お前を喰らう愛と熱病
「お邪魔して、ます」
休日、部活が終わってまっすぐ家に帰った。玄関を開けると知らない靴。でも最近見たことのある靴だ。リビングに行くと、名無しがいた。驚く俺に、ぺこりと頭を下げた。
「……どうしたの?」
「京治君、疲れてるだろうから精のつくもの持ってこうかな、って思って。でもまだ帰ってなくて、お母さんに会ったんだけど、家で待ってなさいよって言われたから……」
何してくれてるんだ母さん。グッジョブ。
「渡せたらそれでよかったんだけど、でも留守番頼むわねって言われちゃって、待ってたの」
ということは、今家には誰もいないのか。すぐにやましい気持ちになった俺は悪くない。名無しはやたら俺を褒めたたえるけど、俺だって男子高校生なんだ。好きな子と誰もいない屋根の下で一緒なんてシチュエーション、むらむらするのは当たり前だ。
「じゃあ、私、帰るね。疲れてるだろうから、長居しても……」
「名無しは俺と一緒にいたくないの?」
席を立つ名無しに近付いて抱き寄せる。顔が赤くなったであろう彼女は変な声を出した。
「え、あの、その、」
「俺は一緒にいたい」
ただでさえ練習でどこにも連れて行けないし、時間を作ってやれないんだ。むしろ名無しと癒される。
頭が沸騰していそうな名無しは、可愛い。このまま甘い言葉でも何でもかけてどろどろにしたい。

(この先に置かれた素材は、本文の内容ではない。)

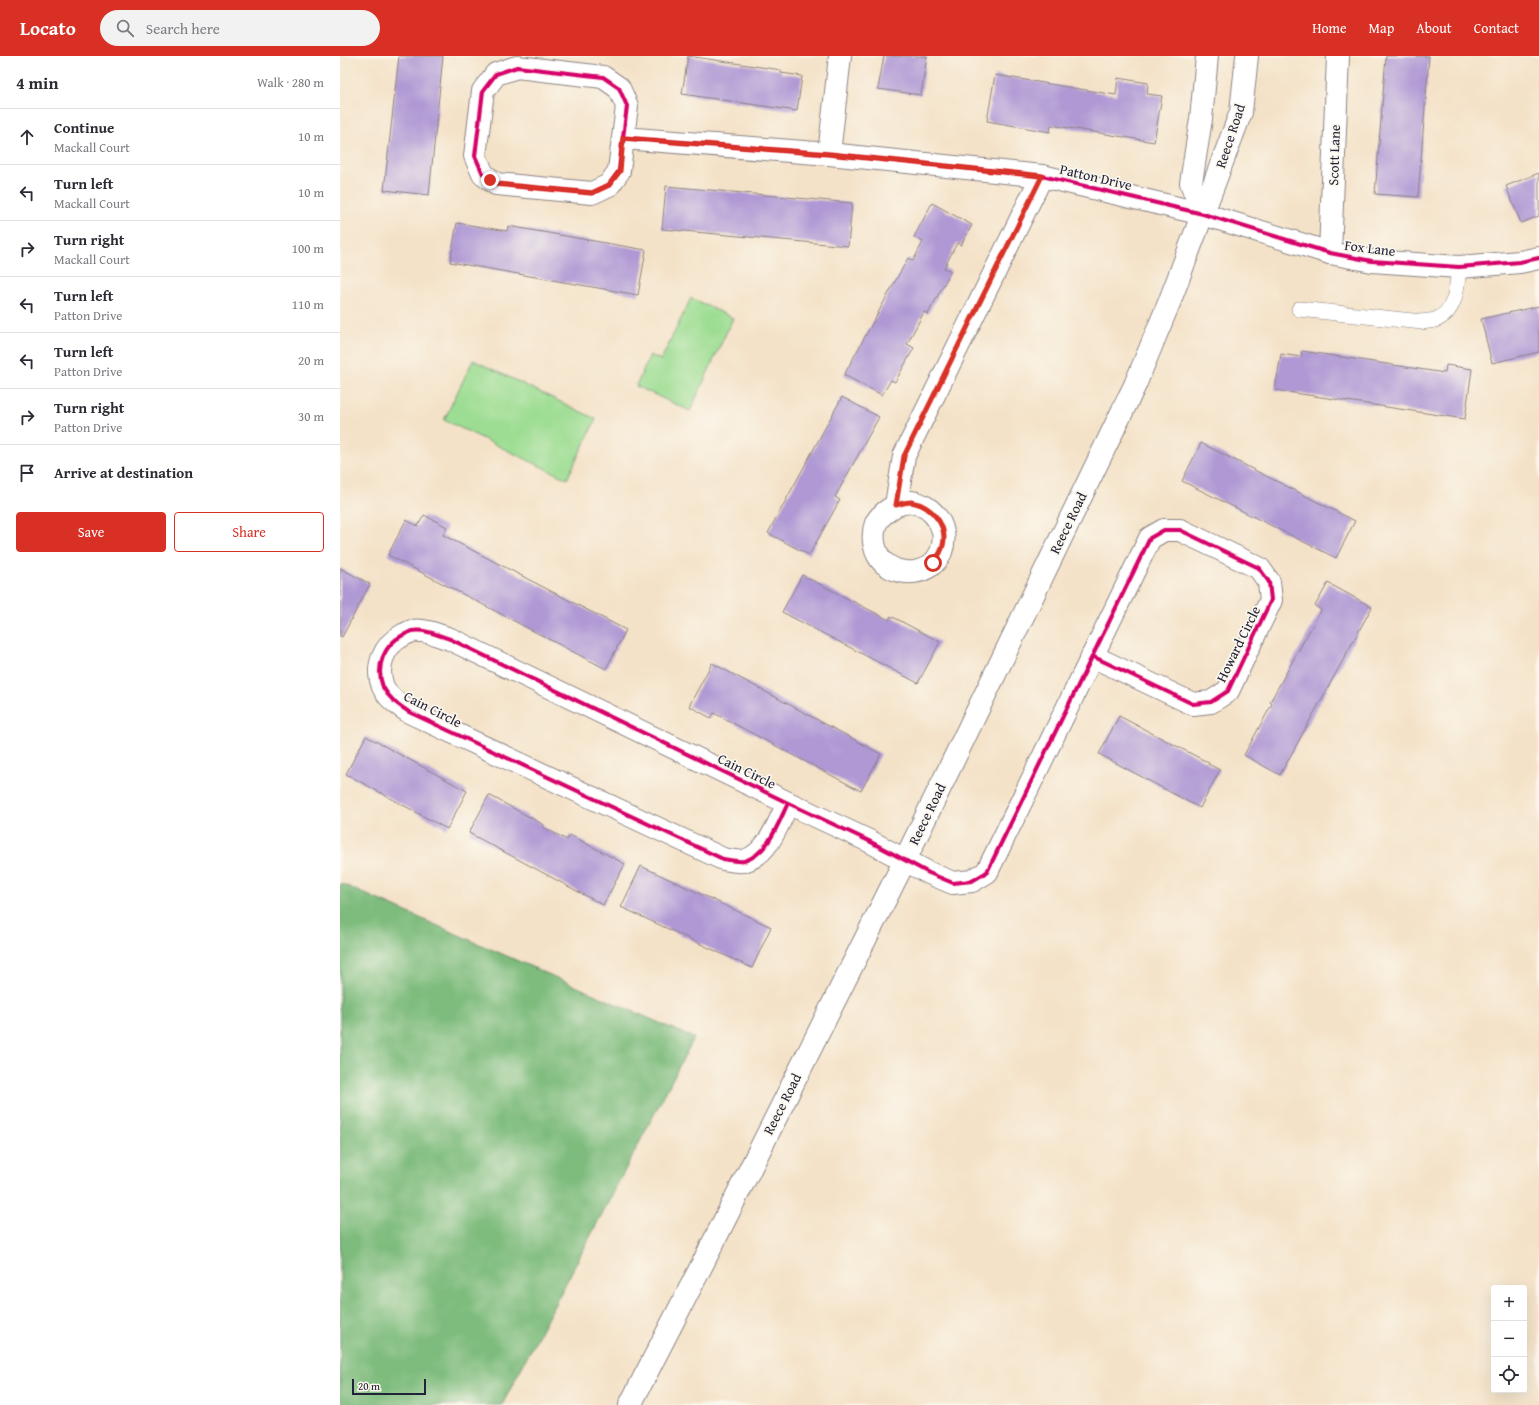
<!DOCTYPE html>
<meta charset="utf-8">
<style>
body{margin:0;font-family:"Gentium Book Plus",serif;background:#f2f2f3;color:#2b2b33}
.controls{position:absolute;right:12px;bottom:12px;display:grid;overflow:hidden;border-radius:4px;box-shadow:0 4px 16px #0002}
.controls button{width:36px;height:36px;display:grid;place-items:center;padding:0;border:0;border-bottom:1px solid #e1e1e2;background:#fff;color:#2b2b33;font:20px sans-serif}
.scale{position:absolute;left:12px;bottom:10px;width:74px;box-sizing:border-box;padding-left:4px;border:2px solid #22223b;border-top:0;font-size:11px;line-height:14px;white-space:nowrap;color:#22223b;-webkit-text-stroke:3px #fbf7ec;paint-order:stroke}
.stop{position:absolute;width:12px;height:12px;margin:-9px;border:3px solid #d93025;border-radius:50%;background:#fff}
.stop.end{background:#d93025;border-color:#fff;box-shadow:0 1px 4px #0008}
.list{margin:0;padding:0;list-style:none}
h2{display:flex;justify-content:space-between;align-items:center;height:52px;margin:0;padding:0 16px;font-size:17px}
h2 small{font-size:13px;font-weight:400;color:#7c7c81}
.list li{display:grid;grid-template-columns:26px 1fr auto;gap:12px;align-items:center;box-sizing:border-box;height:56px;padding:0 16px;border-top:1px solid #e1e1e2}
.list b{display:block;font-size:15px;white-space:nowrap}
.list p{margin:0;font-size:13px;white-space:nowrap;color:#7c7c81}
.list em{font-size:13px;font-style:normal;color:#7c7c81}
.actions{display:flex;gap:8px;padding:12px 16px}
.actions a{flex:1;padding:9px 0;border:1px solid #d93025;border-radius:4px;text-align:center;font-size:14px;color:#d93025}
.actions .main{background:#d93025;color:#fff}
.icon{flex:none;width:22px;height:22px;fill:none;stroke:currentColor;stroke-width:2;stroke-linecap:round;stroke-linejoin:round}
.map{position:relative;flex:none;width:1199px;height:1349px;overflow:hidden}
header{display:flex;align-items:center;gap:24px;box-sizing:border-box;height:56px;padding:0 20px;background:#d93025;color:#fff}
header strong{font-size:19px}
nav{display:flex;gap:22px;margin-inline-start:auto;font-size:14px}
.search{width:280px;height:36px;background:#f2f2f3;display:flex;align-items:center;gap:10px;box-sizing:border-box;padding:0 14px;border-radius:22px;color:#7c7c81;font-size:15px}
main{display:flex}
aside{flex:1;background:#fff}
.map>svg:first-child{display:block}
</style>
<header>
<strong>Locato</strong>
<div class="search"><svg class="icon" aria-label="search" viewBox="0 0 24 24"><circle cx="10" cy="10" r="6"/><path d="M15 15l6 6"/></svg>Search here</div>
<nav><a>Home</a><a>Map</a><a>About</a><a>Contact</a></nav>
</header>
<main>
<aside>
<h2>4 min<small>Walk · 280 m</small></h2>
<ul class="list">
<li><svg class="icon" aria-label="ahead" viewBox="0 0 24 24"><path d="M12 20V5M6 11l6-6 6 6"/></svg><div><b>Continue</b><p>Mackall Court</p></div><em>10 m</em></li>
<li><svg class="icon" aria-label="left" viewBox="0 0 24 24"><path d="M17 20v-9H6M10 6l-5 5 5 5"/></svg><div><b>Turn left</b><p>Mackall Court</p></div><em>10 m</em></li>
<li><svg class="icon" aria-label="right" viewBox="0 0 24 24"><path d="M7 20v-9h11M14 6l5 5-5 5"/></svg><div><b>Turn right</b><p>Mackall Court</p></div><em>100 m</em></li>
<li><svg class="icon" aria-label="left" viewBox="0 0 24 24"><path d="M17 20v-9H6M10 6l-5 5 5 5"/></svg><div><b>Turn left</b><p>Patton Drive</p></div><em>110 m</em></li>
<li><svg class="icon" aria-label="left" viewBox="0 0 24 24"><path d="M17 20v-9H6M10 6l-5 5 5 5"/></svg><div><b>Turn left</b><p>Patton Drive</p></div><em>20 m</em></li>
<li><svg class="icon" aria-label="right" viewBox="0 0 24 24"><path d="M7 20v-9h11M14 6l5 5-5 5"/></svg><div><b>Turn right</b><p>Patton Drive</p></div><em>30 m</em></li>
<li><svg class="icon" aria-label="arrive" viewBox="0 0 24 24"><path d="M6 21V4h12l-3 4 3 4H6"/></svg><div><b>Arrive at destination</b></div></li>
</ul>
<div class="actions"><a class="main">Save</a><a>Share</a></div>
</aside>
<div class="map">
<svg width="1199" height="1349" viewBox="0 0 1199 1349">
<rect width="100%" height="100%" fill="#fbf7ec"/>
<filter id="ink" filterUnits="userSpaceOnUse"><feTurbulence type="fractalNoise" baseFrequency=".025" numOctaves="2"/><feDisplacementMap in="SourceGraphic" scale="8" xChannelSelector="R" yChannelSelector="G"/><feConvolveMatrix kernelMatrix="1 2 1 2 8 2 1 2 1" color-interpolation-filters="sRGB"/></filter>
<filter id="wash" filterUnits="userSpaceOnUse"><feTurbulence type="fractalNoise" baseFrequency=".012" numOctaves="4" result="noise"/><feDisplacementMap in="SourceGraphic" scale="16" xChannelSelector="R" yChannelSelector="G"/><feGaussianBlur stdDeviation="0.9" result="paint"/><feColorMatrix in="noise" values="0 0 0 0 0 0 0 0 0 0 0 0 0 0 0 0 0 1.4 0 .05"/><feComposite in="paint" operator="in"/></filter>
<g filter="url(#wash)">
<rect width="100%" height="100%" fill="#f4e2c8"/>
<g fill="#9ddd93" stroke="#608067">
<path d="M 351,242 L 393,262 L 350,355 L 296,330 L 310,299 L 321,304 Z"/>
<path d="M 133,304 L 256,363 L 227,423 L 104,364 Z"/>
</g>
<path fill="#7ebc7d" stroke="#506f5c" d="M 0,827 L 354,982 L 162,1349 L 0,1349 Z"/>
<g id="blocks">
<g fill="#af98d4">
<path d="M 59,0 L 103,0 L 89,139 L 44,134 Z"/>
<path d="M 348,0 L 441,14 L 441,17 L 462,20 L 457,55 L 342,38 Z"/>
<path d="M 544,0 L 587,0 L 581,39 L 538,33 Z"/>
<path d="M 1046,0 L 1089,0 L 1078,141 L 1035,138 Z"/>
<path d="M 655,19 L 776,39 L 778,22 L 808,27 L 807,38 L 822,40 L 814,86 L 711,69 L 710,76 L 647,65 Z"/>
<path d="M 1199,117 L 1199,160 L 1181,167 L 1166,130 Z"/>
<path d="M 326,130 L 512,147 L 508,190 L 322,173 Z"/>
<path d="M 592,147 L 632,169 L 621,189 L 617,187 L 604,212 L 611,215 L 588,258 L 584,256 L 567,288 L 574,292 L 555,326 L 551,324 L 542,339 L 504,319 L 568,202 L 573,205 L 583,186 L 574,181 Z"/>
<path d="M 117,167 L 167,175 L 168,170 L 306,194 L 298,239 L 110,206 Z"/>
<path d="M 1199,250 L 1199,296 L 1152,307 L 1141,263 Z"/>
<path d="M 962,295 L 1105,317 L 1106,309 L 1132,313 L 1125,363 L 935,334 L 941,298 L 961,301 Z"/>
<path d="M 502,341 L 539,361 L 495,441 L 500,444 L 469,499 L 428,477 Z"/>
<path d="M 861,387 L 1015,465 L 996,502 L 842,425 Z"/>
<path d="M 84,459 L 107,471 L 103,479 L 286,574 L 266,613 L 48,499 L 66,464 L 78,470 Z"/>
<path d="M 0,512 L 30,528 L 2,581 L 0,580 Z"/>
<path d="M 462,519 L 549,564 L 551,560 L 600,586 L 578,627 L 442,556 Z"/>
<path d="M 988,527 L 1032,551 L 940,719 L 904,699 L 932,648 L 930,646 L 981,554 L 975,550 Z"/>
<path d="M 372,607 L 541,698 L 521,735 L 374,657 L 371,662 L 349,650 Z"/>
<path d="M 779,660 L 869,707 L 868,708 L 880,714 L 860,752 L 759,698 Z"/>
<path d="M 26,680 L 127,735 L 107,773 L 6,718 Z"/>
<path d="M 149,739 L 204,769 L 203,771 L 227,784 L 230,779 L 285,808 L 263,849 L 129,777 Z"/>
<path d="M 301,810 L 431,871 L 412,912 L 281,851 Z"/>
</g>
</g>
</g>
<g filter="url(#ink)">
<use href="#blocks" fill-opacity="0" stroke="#8b8282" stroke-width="1"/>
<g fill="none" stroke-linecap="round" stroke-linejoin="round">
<defs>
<path id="service" d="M 959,253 L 1082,266 C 1087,265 1091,265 1095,264 C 1117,256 1117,229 1119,211"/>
<g id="minor">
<path d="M 283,82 L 279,115 L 269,129 L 252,137 L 156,128 L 143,118 L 135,100 L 143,35 L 156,18 L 177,11 L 263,21 L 279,32 L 287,50 L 283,82 L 489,98 L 702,120 L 863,158 L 990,197 L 1032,205 L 1119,211 L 1180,206 L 1199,202"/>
<path d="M 489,98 L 500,0"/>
<path d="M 990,197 L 998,0"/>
<path d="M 556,449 C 560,448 566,446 571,446 C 594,449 610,473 601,496 C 591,519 562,522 544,507 C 534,498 531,480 536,467 C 540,459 548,454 556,449 L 564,400 L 702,120"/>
<path d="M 448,747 C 438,768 428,798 404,805 C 398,806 389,804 383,803 L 69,656 C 59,649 49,643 43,631 C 35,610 44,589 63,579 C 66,578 69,576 72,575 C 85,573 98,579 110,583 L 448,747 L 529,785 L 589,817 L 613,827 L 632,825 L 647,816 L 810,482 L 824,474 L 840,474 L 919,512 L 929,526 L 931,544 L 888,635 L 871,646 L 853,648 L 752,600"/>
</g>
<g id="secondary">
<path d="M 863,158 L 851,127 L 861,63 L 867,0"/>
<path d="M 290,1349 L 365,1203 L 565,804 L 795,329 L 829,247 L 901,56 L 907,0"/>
</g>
</defs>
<use href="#service" stroke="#8b8282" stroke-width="16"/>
<use href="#minor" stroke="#8b8282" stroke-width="24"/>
<use href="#secondary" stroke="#8b8282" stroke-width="24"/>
<use href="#service" stroke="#fff" stroke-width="15"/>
<use href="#minor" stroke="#fff" stroke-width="22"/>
<use href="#secondary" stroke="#fff" stroke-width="22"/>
<defs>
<g id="cycleway">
<path d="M 283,82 L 279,115 L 269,129 L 252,137 L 156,128 L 143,118 L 135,100 L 143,35 L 156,18 L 177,11 L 263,21 L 279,32 L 287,50 L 283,82 L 489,98 L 702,120 L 863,158 L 990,197 L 1032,205 L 1119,211 L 1180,206 L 1199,202"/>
<path d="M 448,747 C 438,768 428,798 404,805 C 398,806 389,804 383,803 L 69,656 C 59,649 49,643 43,631 C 35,610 44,589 63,579 C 66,578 69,576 72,575 C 85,573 98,579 110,583 L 448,747 L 529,785 L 589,817 L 613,827 L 632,825 L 647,816 L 810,482 L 824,474 L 840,474 L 919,512 L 929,526 L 931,544 L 888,635 L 871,646 L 853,648 L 752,600"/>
</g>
</defs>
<use href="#cycleway" stroke="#fbf7ec" stroke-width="6"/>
<use href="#cycleway" stroke="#d6006c" stroke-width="4"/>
</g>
</g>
<g fill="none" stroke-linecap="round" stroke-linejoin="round" filter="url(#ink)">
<path stroke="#d93025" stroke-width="5" d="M 150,124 L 156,128 L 252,137 L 269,129 L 280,115 L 283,82 L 489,98 L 702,120 L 564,400 L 556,449 C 560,448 566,446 571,446 C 594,450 612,474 600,497 C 598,500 595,504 593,507"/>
</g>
<g text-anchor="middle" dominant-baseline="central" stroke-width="3.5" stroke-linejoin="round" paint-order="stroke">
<g font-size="14" fill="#22223b" stroke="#fbf7ec">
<text transform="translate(890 80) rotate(-72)">Reece Road</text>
<text transform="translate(994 99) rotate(-88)">Scott Lane</text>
<text transform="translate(756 121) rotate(13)">Patton Drive</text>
<text transform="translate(1030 192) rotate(7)">Fox Lane</text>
<text transform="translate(728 467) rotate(-64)">Reece Road</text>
<text transform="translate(898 588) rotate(-64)">Howard Circle</text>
<text transform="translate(93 653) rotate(27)">Cain Circle</text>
<text transform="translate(407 715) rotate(26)">Cain Circle</text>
<text transform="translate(587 758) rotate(-64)">Reece Road</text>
<text transform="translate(442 1048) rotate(-63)">Reece Road</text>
</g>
</g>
</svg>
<div class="controls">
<button>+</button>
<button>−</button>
<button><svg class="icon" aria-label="locate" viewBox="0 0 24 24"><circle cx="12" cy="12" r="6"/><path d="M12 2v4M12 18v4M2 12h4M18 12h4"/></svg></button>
</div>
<div class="scale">20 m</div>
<div class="stop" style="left:593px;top:507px"></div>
<div class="stop end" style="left:150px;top:124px"></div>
</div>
</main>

ふと、外にあまり出ていない白い喉を見た。そこに視線を奪われたまま、唇を押しつけた。
「けっ、京治、くん……」
恥ずかしくなったのか、もう諦めたのか。彼女は俺のジャージを掴んだ。熱っぽい声に、こっちが期待してしまう。
何度も印をつけるように、喉元にキスをする。そのたびに体をびくびくする。ああもう可愛いな。さらに愛おしさが増していく。
「母さんが帰ってくる前に部屋行こう」
ようやく名無しを解放した。彼女はすでにできあがってしまったのかというくらい、真っ赤になっている。それでも俺の手を握っている。
「京治君、なんか、今日、変だよ」
何を言っているんだろう。俺は、いつだってこうしたいって思っている。どこにでもいる男子高校生だ。
「俺はいつもこうだよ」
今度は唇にキスをして、名無しを部屋まで連れて行った。
私は赤葦さんをどうしたいんだろうと常日頃思います。夢見ますよ夢ですから!!